The Story of Edgar Sawtelle

by David Wroblewski


Revisit is a series of reviews highlighting past releases that now deserve a second look.

“Life was a swarm of accidents waiting in the treetops, descending upon any living thing that passed, ready to eat them alive. You swam in a river of chance and coincidence. You clung to the happiest accidents- the rest you let float by.”

It seems like a simple enough concept: a mute boy and his dogs. But the complexity of this story becomes evident from the first chapter and stays until the end. When I read the last page of this book, I slammed it shut and hurled it across the room. I hated David Wroblewski, I hated his characters and I needed time to process. I woke up the next morning still upset, when I realized how rare it is to read a book that made me feel so emotionally vulnerable. Yes, it was an Oprah’s Book Club choice, which might lead one to believe that the novel is mushy and overly sentimental. But if the queen of daytime television intentionally tried to pick a book that would captivate and read easily without insulting the intelligence of the reader, she hit the mark with this choice.
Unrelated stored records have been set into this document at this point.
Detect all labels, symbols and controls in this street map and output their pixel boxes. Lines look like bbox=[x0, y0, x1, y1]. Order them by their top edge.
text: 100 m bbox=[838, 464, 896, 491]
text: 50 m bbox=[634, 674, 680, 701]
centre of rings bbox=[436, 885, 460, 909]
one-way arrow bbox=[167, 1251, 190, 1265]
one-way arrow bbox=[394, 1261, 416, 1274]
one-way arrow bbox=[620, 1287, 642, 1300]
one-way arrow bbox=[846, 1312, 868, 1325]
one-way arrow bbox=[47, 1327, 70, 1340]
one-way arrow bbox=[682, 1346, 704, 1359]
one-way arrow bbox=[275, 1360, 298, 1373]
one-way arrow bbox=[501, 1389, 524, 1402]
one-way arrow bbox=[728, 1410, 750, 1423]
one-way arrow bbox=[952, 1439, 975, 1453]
The Story of Edgar Sawtelle takes place in a rural northern Wisconsin town. The Sawtelle name is synonymous with a unique breed of dog, bred and trained by Gar and Trudy Sawtelle. After suffering a series of miscarriages, Trudy finally bears a son. Right from birth, Edgar shares a trait with dogs that cements his dedication to them: he can hear, but he cannot talk. But Edgar’s inability to verbalize his thoughts doesn’t stop him from knowing exactly what he wants to convey. He quickly develops his own unique language- a cross between American Sign Language and his family’s invented signs. As he grows older, his language extends to the dogs and he builds a connection with them so personal and compelling that itself is testament to Wroblewski’s talent. He turns a seemingly monotonous task like dog training into a mesmerizing display of loyalty and love.
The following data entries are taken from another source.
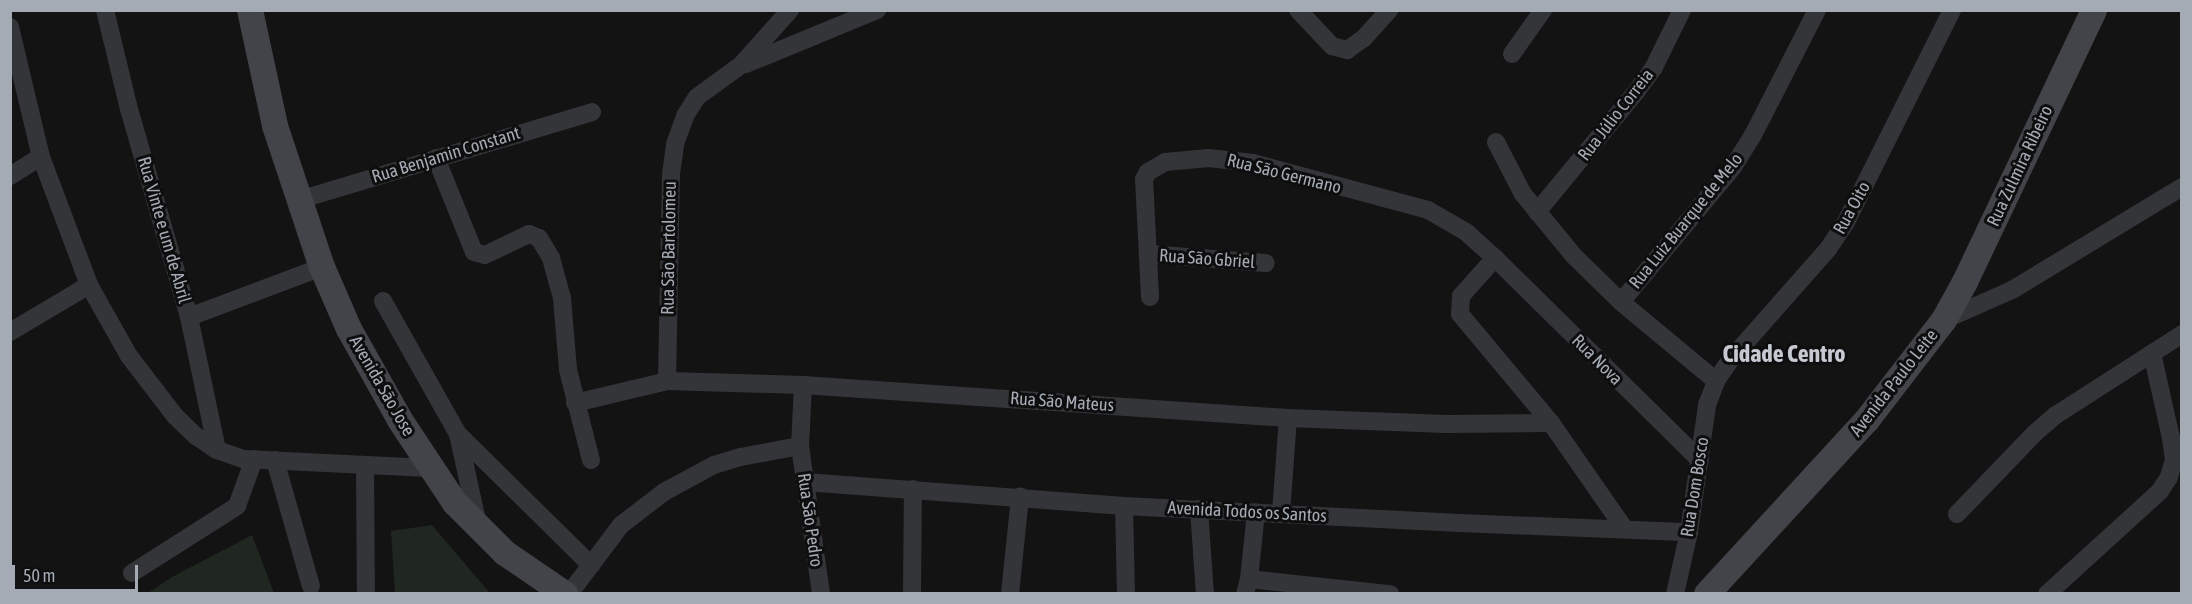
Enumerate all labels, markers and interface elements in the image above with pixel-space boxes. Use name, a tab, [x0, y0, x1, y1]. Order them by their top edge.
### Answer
street label: Rua Júlio Correia	[1573, 65, 1659, 165]
street label: Rua Zulmira Ribeiro	[1983, 102, 2057, 230]
street label: Rua Benjamin Constant	[369, 122, 523, 188]
street label: Rua São Germano	[1225, 149, 1343, 199]
street label: Rua Luiz Buarque de Melo	[1625, 149, 1747, 293]
street label: Rua Vinte e um de Abril	[133, 154, 195, 306]
street label: Rua Oito	[1829, 178, 1875, 238]
street label: Rua São Bartolomeu	[657, 181, 681, 315]
street label: Rua São Gbriel	[1158, 245, 1256, 273]
street label: Avenida Paulo Leite	[1845, 325, 1943, 441]
street label: Rua Nova	[1567, 330, 1627, 390]
street label: Avenida São Jose	[345, 332, 419, 440]
district label: Cidade Centro	[1722, 340, 1846, 368]
street label: Rua São Mateus	[1009, 388, 1115, 416]
street label: Rua Dom Bosco	[1676, 435, 1714, 539]
street label: Rua São Pedro	[793, 472, 827, 568]
street label: Avenida Todos os Santos	[1167, 497, 1327, 527]
scale bar	[15, 553, 141, 591]
text: 50 m	[23, 565, 55, 586]

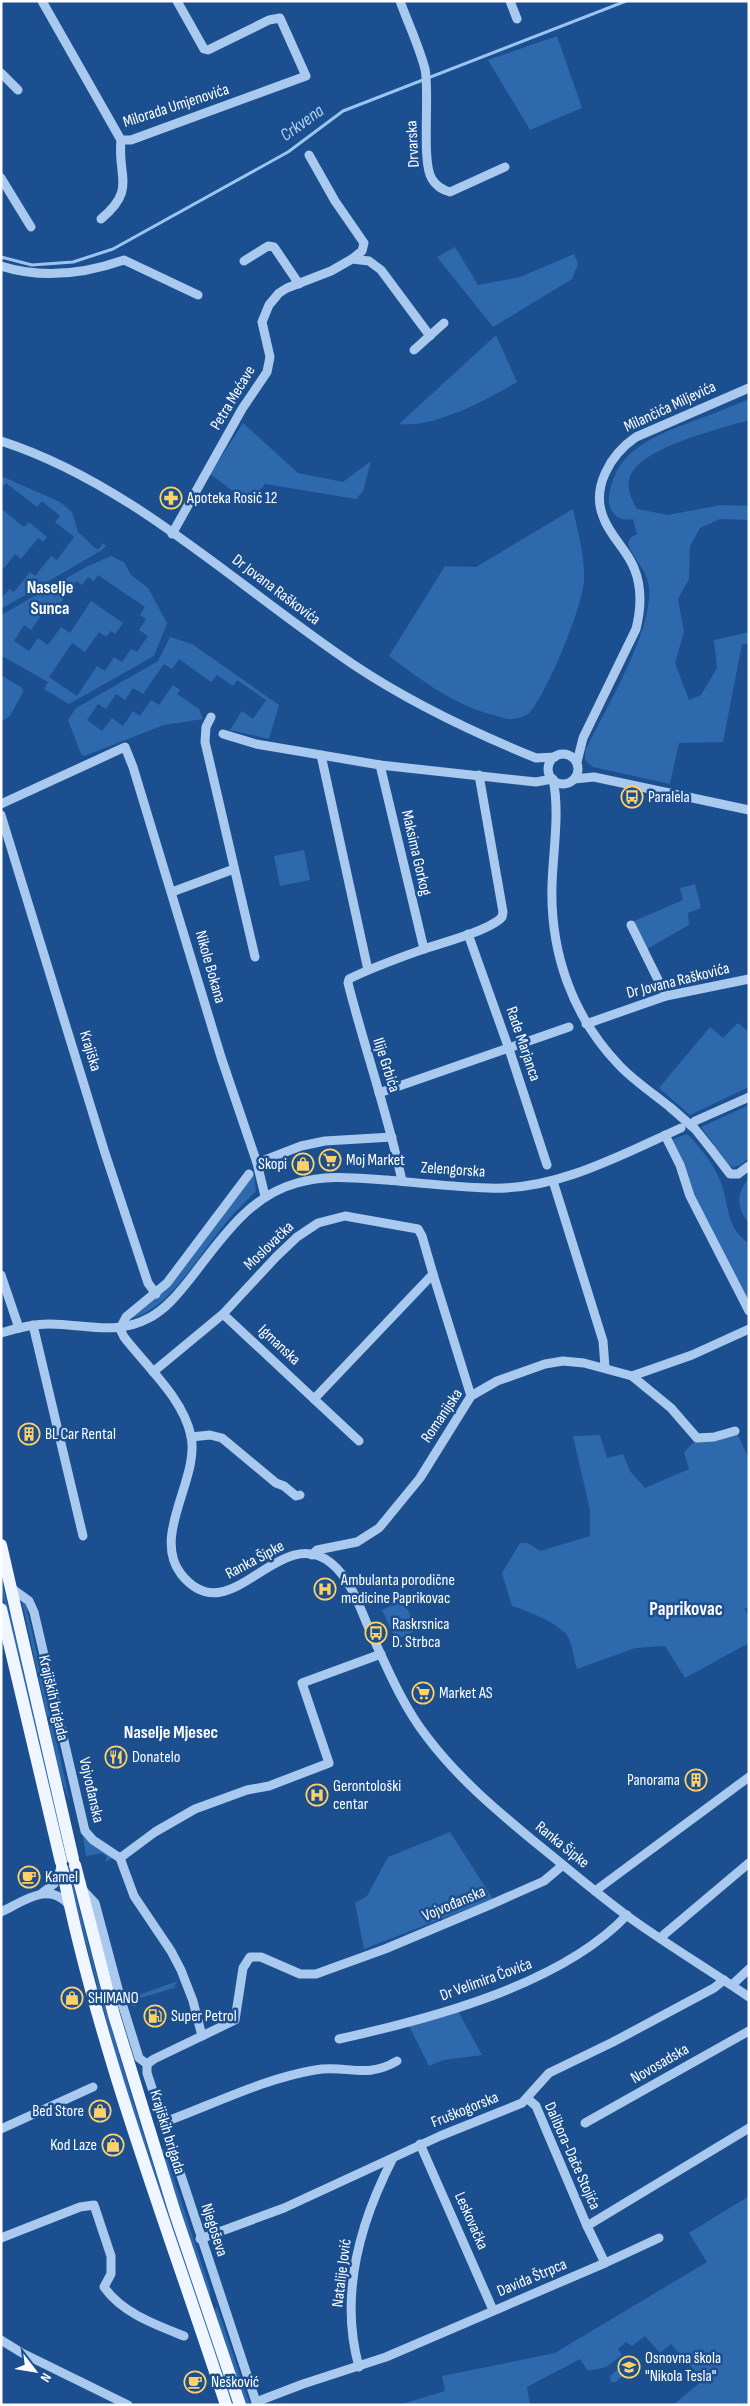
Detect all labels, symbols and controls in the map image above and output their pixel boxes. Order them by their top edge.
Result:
street label: Milorada Umjenovića [121,80,231,132]
water label: Crkvena [276,100,328,146]
street label: Drvarska [402,120,424,168]
street label: Petra Mećave [206,362,260,434]
street label: Milančića Miljevića [621,377,719,437]
pharmacy icon: Apoteka Rosić 12 [159,486,183,510]
place label: Apoteka Rosić 12 [186,489,277,508]
street label: Dr Jovana Raškovića [228,551,324,629]
district label: Naselje Sunca [27,577,73,619]
bus stop icon: Paralela [620,785,644,809]
place label: Paralela [648,788,690,807]
street label: Maksima Gorkog [397,808,435,898]
street label: Nikole Bokana [191,929,229,1005]
street label: Dr Jovana Raškovića [625,959,731,1003]
street label: Rade Marjanca [501,1004,545,1084]
street label: Krajiška [75,1028,105,1074]
street label: Ilije Grbića [368,1035,404,1095]
supermarket icon: Moj Market [318,1148,342,1172]
place label: Moj Market [346,1151,405,1170]
shop icon: Skopi [291,1152,315,1176]
place label: Skopi [258,1155,287,1174]
street label: Zelengorska [420,1158,486,1182]
street label: Moslovačka [240,1218,298,1274]
street label: Igmanska [254,1321,304,1369]
street label: Romanijska [417,1385,467,1447]
building icon: BL Car Rental [17,1422,41,1446]
place label: BL Car Rental [45,1425,116,1444]
street label: Ranka Šipke [222,1537,288,1583]
place label: Ambulanta porodične medicine Paprikovac [340,1571,455,1608]
hospital icon: Ambulanta porodične medicine Paprikovac [313,1577,337,1601]
district label: Paprikovac [649,1598,723,1621]
place label: Raskrsnica D. Strbca [392,1615,449,1652]
bus stop icon: Raskrsnica D. Strbca [364,1621,388,1645]
street label: Krajiških brigada [34,1653,72,1743]
supermarket icon: Market AS [411,1681,435,1705]
place label: Market AS [439,1684,493,1703]
district label: Naselje Mjesec [124,1722,218,1743]
restaurant icon: Donatelo [104,1745,128,1769]
place label: Donatelo [132,1748,180,1767]
street label: Vojvođanska [74,1755,108,1825]
building icon: Panorama [684,1768,708,1792]
place label: Panorama [627,1771,680,1790]
place label: Gerontološki centar [333,1777,401,1814]
hospital icon: Gerontološki centar [305,1783,329,1807]
street label: Ranka Šipke [531,1818,593,1872]
cafe icon: Kamel [17,1865,41,1889]
place label: Kamel [45,1868,78,1887]
street label: Vojvođanska [420,1882,488,1926]
street label: Dr Velimira Čovića [437,1955,535,2005]
shop icon: SHIMANO [60,1986,84,2010]
place label: SHIMANO [88,1989,139,2008]
fuel station icon: Super Petrol [143,2004,167,2028]
place label: Super Petrol [171,2007,237,2026]
street label: Novosadska [628,2040,692,2088]
street label: Krajiških brigada [145,2088,189,2176]
street label: Fruškogorska [429,2088,501,2132]
shop icon: Bed Store [88,2099,112,2123]
street label: Dalibora-Dače Stojića [540,2099,604,2213]
place label: Bed Store [32,2102,84,2121]
shop icon: Kod Laze [101,2133,125,2157]
place label: Kod Laze [50,2136,97,2155]
street label: Leskovačka [450,2189,492,2253]
street label: Njegoševa [197,2201,231,2259]
street label: Natalije Jović [328,2238,356,2308]
street label: Davida Štrpca [494,2255,570,2301]
north arrow [10,2346,60,2396]
place label: Osnovna škola "Nikola Tesla" [645,2349,721,2386]
school or university icon: Osnovna škola "Nikola Tesla" [617,2355,641,2379]
text: N [37,2370,55,2385]
cafe icon: Nešković [183,2370,207,2394]
place label: Nešković [211,2373,259,2392]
What sets Edgar apart is not so much his disability, but the subtle intuition he has regarding his dogs and people in his life. Although he never says a word, his thoughts are so well-crafted that the depth of the character is useless to deny and impossible to measure. Wroblewski cleverly writes Edgar’s thoughts as dialogue, minus quotation marks.
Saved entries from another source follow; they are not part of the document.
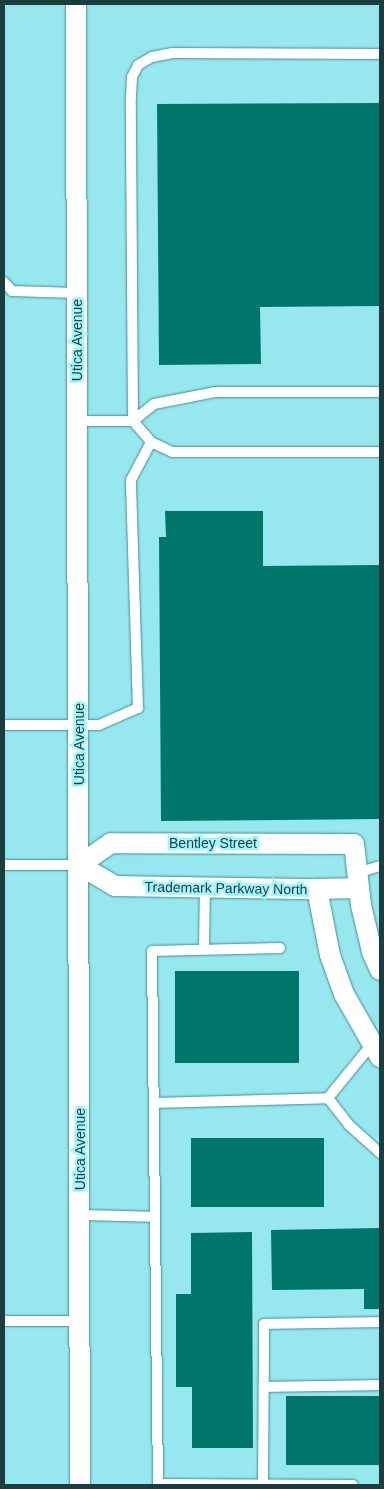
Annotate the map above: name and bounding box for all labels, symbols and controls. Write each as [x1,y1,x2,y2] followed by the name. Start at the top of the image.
[69,298,85,382] street label: Utica Avenue
[71,702,87,786] street label: Utica Avenue
[169,835,257,851] street label: Bentley Street
[144,878,308,898] street label: Trademark Parkway North
[72,1107,88,1191] street label: Utica Avenue

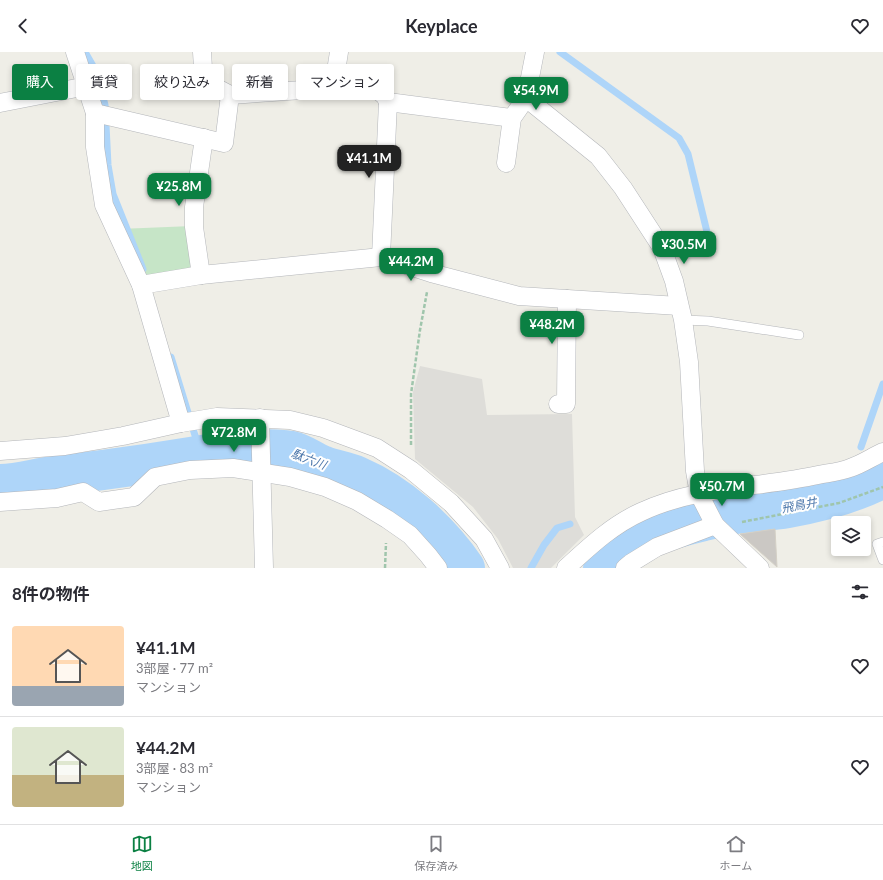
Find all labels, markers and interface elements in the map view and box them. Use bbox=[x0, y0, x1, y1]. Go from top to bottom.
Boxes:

Into this quiet Midwestern life enters the charming but shifty Uncle Claude. Edgar’s father agrees to give Claude work until he can get back on his feet, and their childhood differences seep back into the farm as they argue and taunt each other. When Edgar finds his father unconscious, he uselessly dials 911 and his muteness becomes an accomplice in Gar’s death. Grief-stricken and guilt-ridden, Edgar retreats from the familiarity of his mother, as she grows closer to Claude. In a series of events that draw on Shakespeare’s Hamlet, Edgar is forced to abandon his home and flee into hiding with three of a young litter of pups, who seem as unprepared and determined as he does. Throughout the journey, Edgar morphs from a reflective teenager into a stubborn and passionate young adult, but always retains the intricacies of his convictions that make him so hard to forget.

The narration of this novel is as engrossing as its prose. It’s mostly told from Edgar’s perspective, but easily changes from time to time, and even manages to relate the dogs’ point of view in a way that borders (but doesn’t cross) the line between realistic and anthropomorphic: “Inside her were countless mornings watching his eyes flutter open as he woke. Above all, she recalled the language the two of them had invented, a language in which everything important could be said. She did not know how to ask the traveler what she needed to ask, not what form its reply might take. But it was upon her now, angry and rushed, and it wouldn’t be long before she knew the answer. A bloom of dust like a thundercloud chased it down the hill. She stood broadside in the gravel and turned her head and asked her question. Asked if it had see her boy. Her essence. Her soul. But if the traveler understood, it showed no sign.”

Wroblewski’s first novel is by no means a literary masterpiece, but it makes for good reading. Admittedly, The Story of Edgar Sawtelle had elements to it that immediately appealed to me. Being from Wisconsin and a former dog trainer, Edgar’s story hooked me before I cracked the spine. But even without that connection, it’s still a mesmerizing book that engages the reader and draws them into the Sawtelle family’s devastating tale before they know it.